[AIM OF THE EXERCISE]
Review the material line by line. Identify and copy every line that contains the string "each".

[DATA IN THIS EXERCISE]
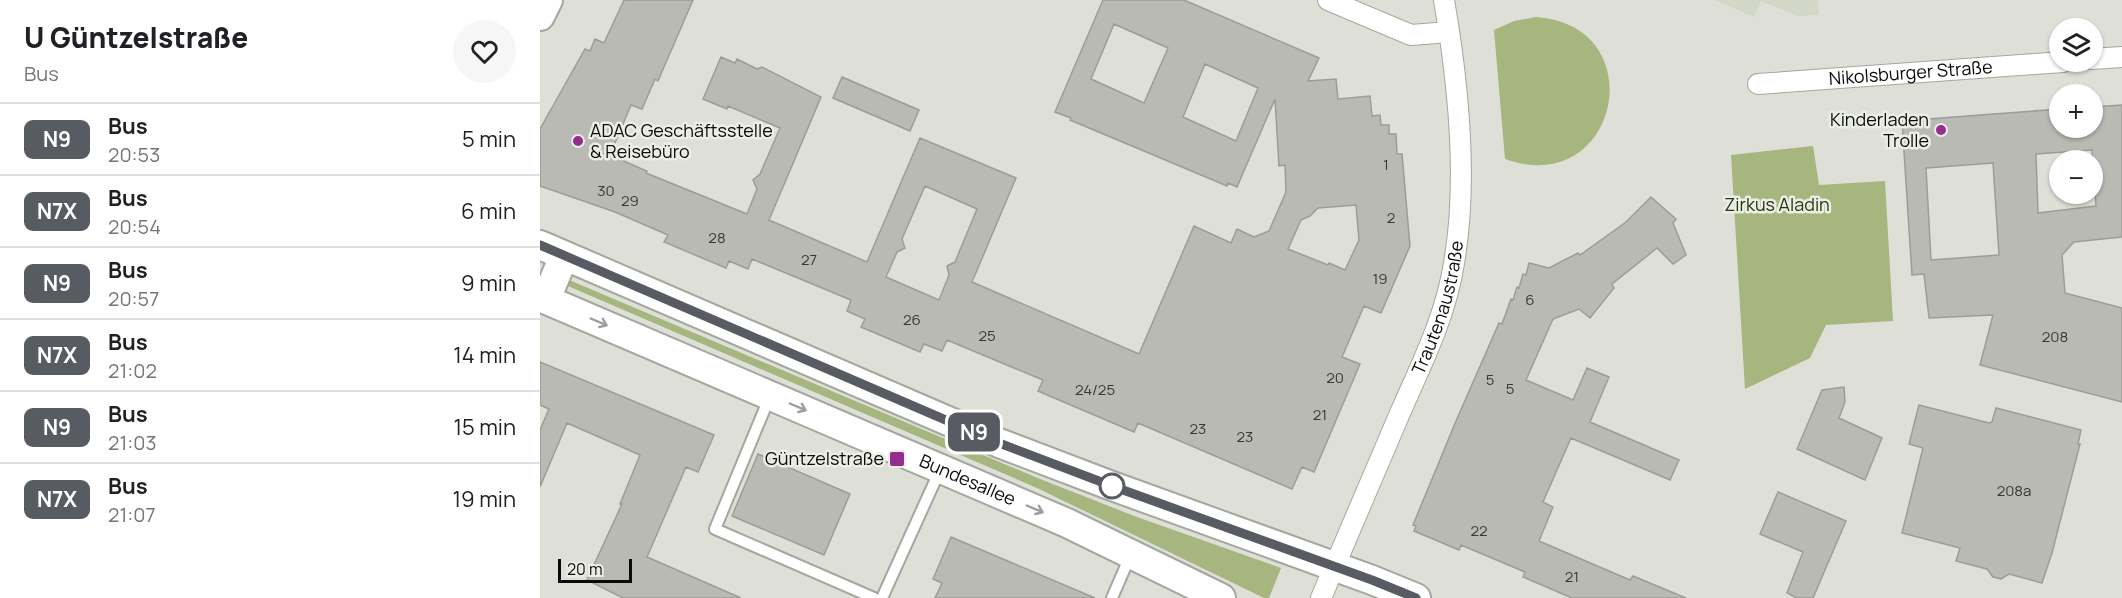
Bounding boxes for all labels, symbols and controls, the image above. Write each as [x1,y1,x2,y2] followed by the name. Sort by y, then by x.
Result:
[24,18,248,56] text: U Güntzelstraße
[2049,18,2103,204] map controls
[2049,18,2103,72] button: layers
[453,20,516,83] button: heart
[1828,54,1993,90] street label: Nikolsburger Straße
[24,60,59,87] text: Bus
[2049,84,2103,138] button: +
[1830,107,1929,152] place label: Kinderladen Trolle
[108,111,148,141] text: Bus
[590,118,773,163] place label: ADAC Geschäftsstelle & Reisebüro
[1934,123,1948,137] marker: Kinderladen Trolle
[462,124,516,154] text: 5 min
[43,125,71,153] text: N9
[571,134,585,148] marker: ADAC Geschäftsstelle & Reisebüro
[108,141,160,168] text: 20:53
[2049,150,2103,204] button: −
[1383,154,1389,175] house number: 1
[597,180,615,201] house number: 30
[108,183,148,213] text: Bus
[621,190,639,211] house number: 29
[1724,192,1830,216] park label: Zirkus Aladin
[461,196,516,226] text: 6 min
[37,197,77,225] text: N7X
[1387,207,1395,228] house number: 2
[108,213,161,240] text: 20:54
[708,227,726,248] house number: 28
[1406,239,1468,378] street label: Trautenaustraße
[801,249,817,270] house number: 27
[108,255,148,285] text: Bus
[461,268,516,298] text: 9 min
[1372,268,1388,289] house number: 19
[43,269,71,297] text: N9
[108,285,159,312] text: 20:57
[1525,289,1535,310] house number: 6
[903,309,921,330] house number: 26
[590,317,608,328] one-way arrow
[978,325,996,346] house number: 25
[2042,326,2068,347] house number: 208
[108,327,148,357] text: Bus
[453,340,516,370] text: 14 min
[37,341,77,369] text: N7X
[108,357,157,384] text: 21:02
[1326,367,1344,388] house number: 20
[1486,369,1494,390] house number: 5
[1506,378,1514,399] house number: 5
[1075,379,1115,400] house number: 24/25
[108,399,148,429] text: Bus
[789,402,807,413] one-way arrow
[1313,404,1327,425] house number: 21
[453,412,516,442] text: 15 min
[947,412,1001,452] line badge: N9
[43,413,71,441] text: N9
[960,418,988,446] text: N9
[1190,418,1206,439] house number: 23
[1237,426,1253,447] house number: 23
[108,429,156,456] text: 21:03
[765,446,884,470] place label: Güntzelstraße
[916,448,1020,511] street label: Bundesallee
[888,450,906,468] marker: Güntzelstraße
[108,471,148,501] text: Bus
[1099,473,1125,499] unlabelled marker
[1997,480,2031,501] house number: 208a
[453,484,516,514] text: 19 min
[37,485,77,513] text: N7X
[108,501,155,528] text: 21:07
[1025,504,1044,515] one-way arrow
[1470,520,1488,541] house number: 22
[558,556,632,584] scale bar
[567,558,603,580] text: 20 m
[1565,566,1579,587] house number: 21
==
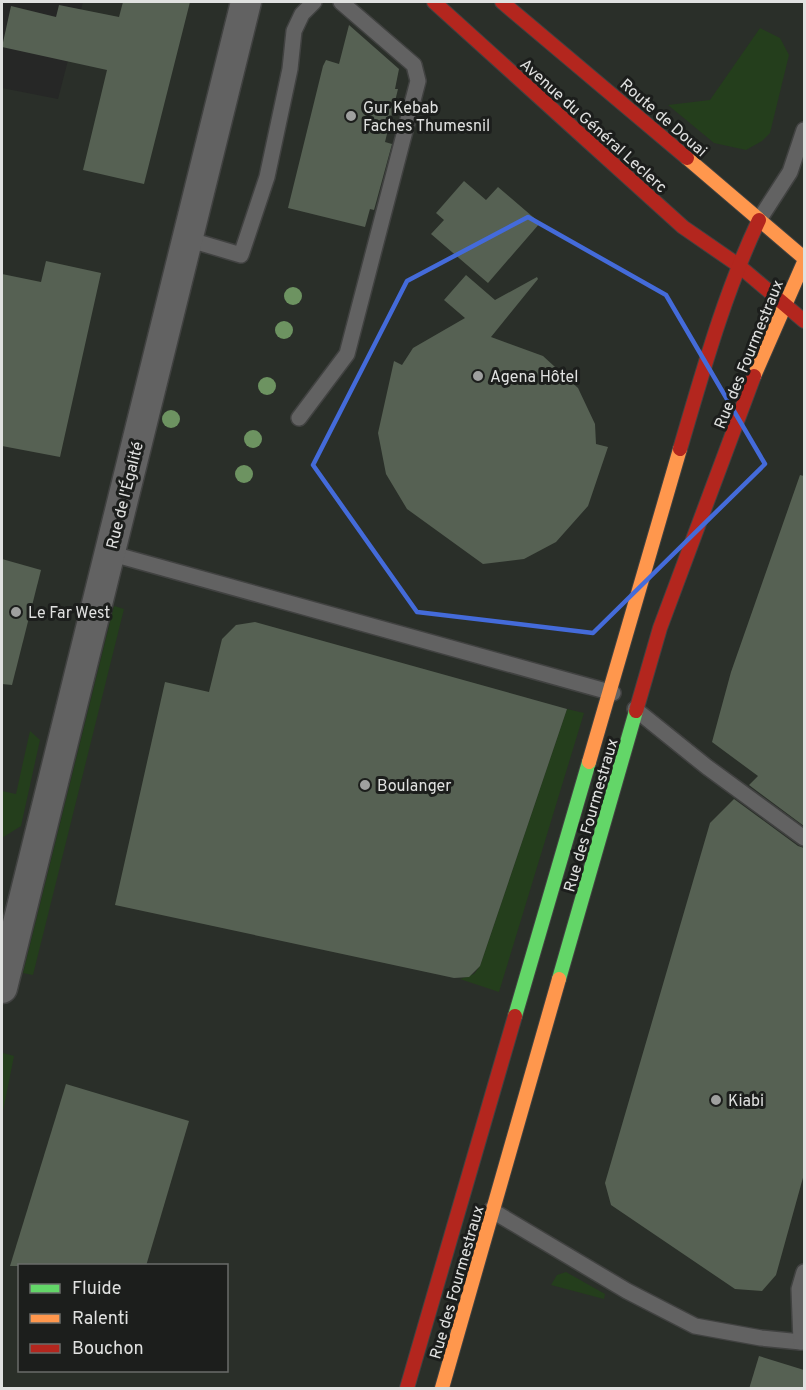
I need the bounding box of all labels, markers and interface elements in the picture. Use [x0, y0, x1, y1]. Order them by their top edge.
--
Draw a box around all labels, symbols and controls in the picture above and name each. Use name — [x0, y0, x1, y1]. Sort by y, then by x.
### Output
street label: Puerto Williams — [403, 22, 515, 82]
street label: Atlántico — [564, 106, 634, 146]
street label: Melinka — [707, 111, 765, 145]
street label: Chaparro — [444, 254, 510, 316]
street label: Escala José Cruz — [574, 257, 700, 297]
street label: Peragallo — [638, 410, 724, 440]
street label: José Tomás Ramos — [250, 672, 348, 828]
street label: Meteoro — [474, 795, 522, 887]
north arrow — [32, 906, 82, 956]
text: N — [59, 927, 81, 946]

[WRITTEN REPLY]
Bounding boxes for all labels, symbols and controls, the image above. Write each as [x1,y1,x2,y2] followed by the name. Sort by y, then by x.
Draw a box around all labels, symbols and controls in the picture above and name each. Use name — [x0, y0, x1, y1]. Sort by y, then by x.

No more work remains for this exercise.